■ WHAT YOU SHOULD DO
When a line in the data below includes "Oldmoor", pick it out and copy it.

■ SUPPLIED MATERIAL
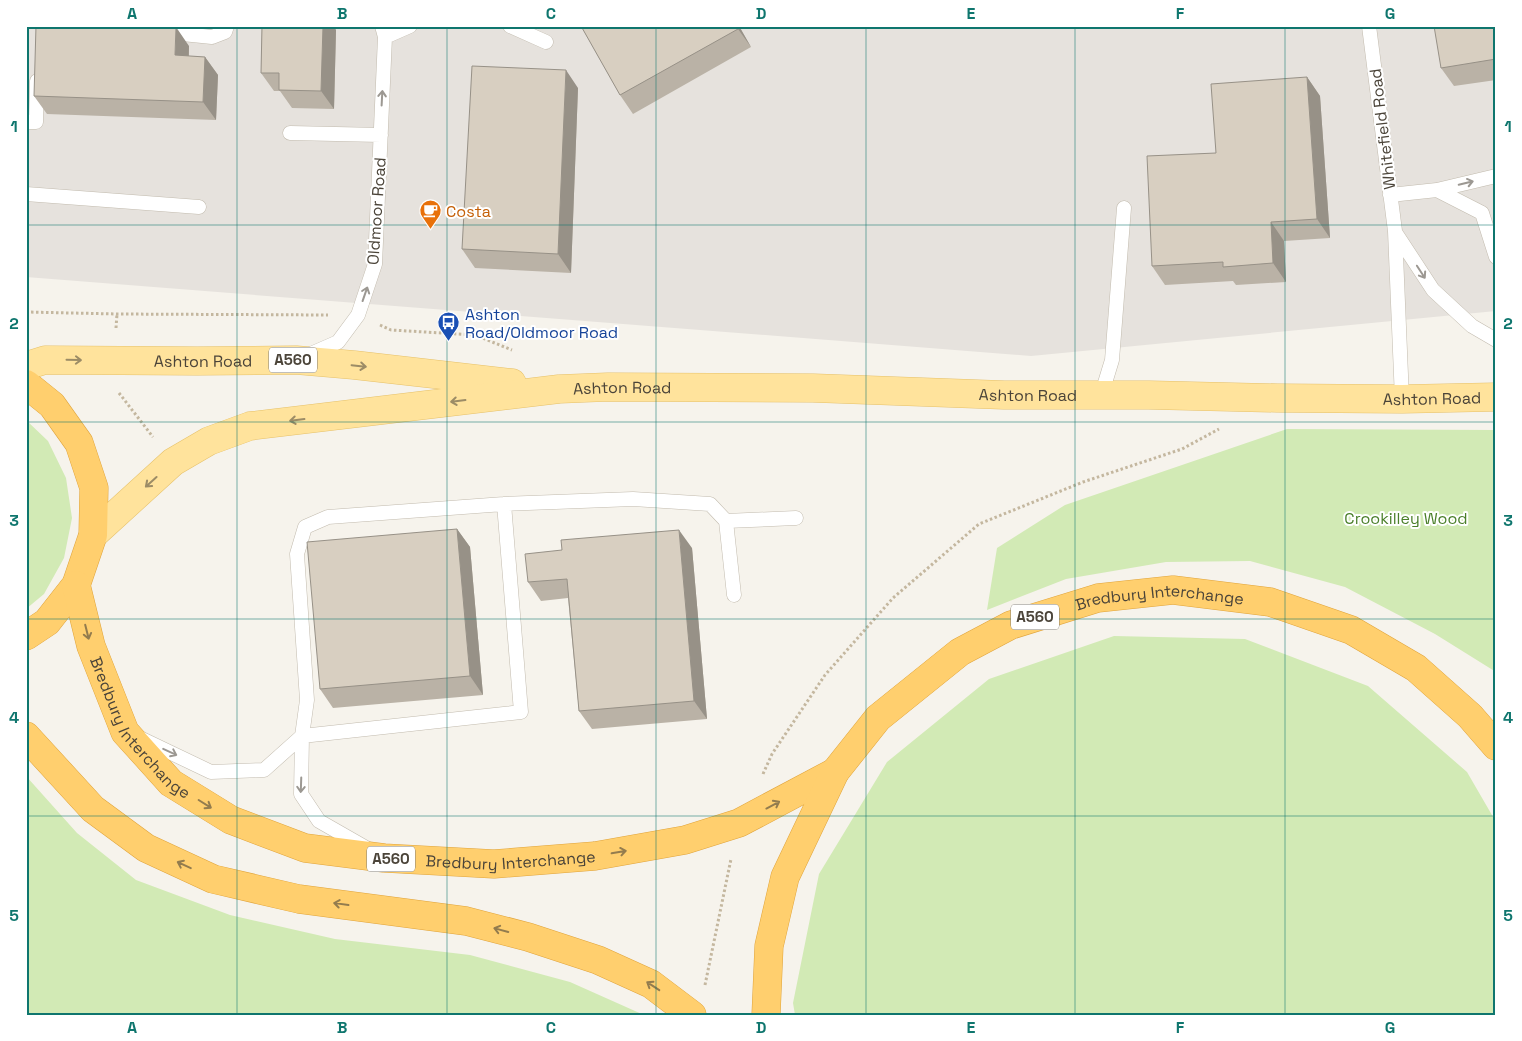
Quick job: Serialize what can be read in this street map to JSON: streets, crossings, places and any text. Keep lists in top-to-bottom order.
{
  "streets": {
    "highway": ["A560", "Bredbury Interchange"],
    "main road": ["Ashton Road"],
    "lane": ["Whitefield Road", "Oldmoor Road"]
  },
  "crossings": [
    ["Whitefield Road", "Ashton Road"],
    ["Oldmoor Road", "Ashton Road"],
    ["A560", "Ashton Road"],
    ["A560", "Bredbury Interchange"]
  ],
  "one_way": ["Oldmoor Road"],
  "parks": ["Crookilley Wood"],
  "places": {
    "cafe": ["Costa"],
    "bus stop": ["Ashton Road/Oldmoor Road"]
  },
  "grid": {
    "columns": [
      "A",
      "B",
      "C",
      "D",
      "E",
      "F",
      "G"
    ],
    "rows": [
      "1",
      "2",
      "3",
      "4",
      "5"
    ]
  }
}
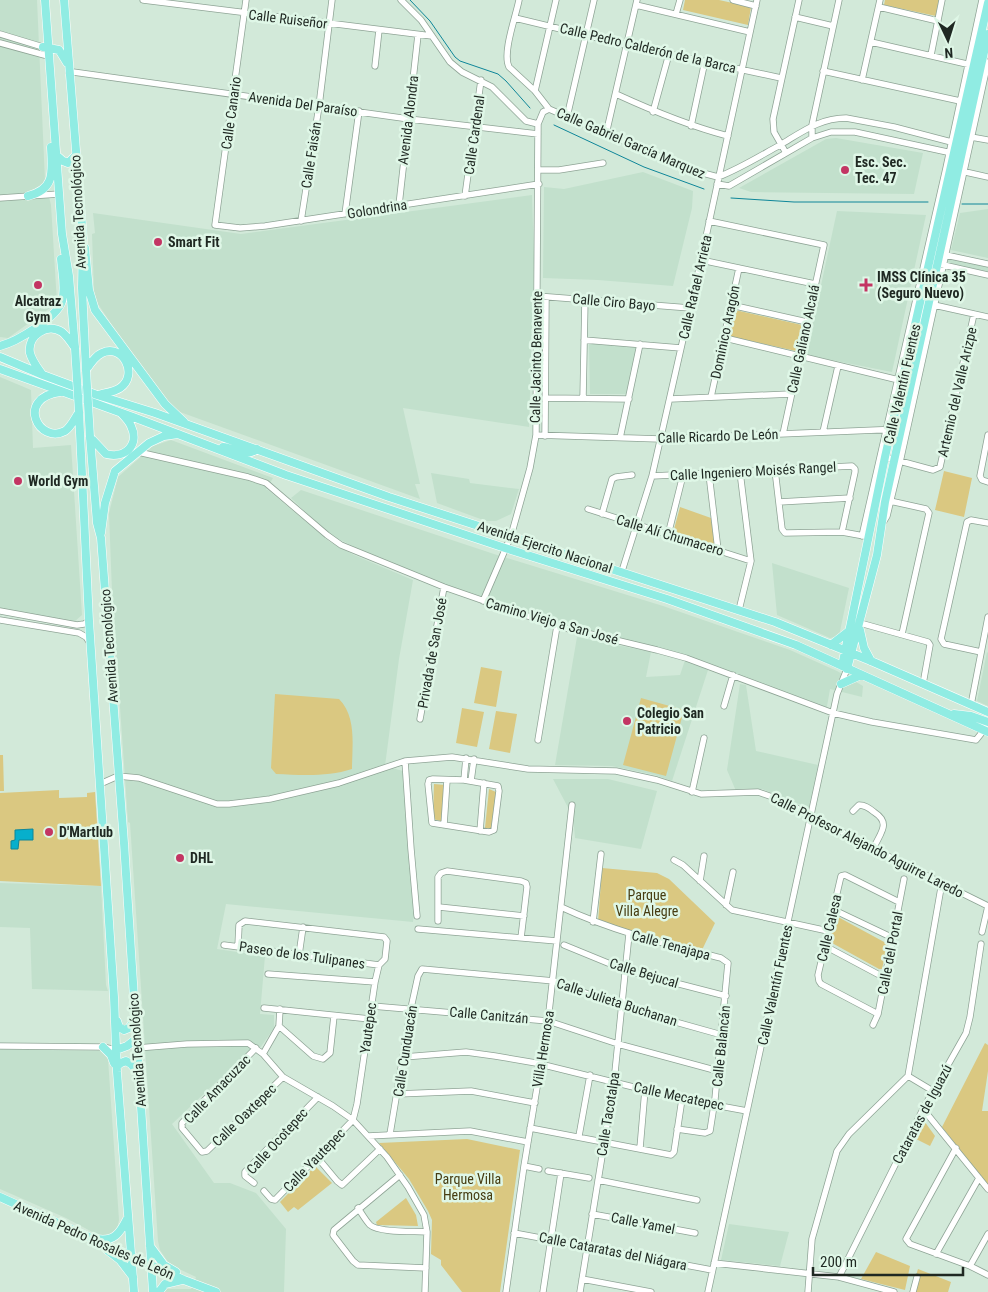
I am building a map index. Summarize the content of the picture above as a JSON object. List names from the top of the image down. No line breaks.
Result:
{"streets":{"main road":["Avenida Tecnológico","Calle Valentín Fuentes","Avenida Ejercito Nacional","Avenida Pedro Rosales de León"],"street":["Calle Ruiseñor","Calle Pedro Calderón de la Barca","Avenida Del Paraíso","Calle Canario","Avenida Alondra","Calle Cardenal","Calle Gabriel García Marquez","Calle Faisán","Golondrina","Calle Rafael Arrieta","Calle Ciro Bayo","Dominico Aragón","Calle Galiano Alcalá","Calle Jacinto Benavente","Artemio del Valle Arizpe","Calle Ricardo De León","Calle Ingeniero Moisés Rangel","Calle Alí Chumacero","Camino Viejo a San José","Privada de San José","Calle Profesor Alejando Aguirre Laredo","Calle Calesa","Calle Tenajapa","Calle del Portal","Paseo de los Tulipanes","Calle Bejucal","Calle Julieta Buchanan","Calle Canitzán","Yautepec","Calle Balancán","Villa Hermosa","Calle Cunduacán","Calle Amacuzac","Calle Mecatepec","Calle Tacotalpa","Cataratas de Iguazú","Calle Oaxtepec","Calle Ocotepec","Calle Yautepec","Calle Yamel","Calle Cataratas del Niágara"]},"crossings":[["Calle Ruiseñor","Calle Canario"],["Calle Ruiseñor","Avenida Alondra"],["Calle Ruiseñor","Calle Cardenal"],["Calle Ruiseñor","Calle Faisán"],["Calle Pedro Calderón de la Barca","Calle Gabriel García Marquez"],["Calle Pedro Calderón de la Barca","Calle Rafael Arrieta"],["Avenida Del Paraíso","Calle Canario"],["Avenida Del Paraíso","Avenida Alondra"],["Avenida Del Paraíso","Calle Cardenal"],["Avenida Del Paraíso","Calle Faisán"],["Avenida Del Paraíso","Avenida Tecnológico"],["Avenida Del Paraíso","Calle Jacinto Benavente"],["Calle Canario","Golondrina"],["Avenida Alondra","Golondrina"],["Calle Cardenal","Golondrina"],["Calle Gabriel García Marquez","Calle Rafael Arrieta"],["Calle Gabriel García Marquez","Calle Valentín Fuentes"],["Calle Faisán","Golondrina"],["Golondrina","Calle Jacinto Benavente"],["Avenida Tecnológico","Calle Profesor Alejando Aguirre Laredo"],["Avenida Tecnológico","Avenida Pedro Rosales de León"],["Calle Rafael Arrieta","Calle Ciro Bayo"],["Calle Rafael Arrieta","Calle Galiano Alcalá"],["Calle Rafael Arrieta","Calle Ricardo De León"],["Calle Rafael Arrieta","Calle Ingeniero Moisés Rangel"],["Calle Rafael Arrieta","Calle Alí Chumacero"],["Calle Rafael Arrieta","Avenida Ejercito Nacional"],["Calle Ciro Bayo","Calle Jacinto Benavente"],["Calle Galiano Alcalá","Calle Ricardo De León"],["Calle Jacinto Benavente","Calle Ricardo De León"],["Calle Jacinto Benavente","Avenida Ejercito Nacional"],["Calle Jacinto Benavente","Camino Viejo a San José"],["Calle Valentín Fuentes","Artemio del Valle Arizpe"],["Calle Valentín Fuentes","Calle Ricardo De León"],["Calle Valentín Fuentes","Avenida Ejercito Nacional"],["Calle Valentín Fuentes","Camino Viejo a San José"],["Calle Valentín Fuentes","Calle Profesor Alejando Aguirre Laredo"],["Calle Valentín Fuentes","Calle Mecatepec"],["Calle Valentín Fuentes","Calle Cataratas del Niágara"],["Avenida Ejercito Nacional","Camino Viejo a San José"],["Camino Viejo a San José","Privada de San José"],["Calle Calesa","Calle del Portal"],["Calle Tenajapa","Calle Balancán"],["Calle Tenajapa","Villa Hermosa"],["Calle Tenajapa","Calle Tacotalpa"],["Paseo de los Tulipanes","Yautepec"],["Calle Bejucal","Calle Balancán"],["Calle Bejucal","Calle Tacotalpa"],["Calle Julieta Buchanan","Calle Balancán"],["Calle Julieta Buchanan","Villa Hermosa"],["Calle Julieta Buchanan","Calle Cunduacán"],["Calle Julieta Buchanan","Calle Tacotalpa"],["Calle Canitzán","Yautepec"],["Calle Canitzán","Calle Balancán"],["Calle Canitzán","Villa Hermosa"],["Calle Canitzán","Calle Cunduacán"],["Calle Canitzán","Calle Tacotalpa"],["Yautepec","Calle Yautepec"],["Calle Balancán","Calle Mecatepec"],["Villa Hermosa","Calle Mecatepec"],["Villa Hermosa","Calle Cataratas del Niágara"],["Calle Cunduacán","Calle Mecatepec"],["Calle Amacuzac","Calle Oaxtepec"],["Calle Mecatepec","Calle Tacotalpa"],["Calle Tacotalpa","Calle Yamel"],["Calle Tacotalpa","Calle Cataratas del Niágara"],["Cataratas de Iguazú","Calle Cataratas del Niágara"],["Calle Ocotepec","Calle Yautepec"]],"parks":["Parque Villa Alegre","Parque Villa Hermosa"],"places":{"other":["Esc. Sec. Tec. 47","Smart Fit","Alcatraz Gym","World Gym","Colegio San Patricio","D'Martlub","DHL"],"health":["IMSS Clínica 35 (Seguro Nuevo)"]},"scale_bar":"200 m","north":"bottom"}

■ WRITTEN RESPONSE
    "lane": ["Whitefield Road", "Oldmoor Road"]
    ["Oldmoor Road", "Ashton Road"],
  "one_way": ["Oldmoor Road"],
    "bus stop": ["Ashton Road/Oldmoor Road"]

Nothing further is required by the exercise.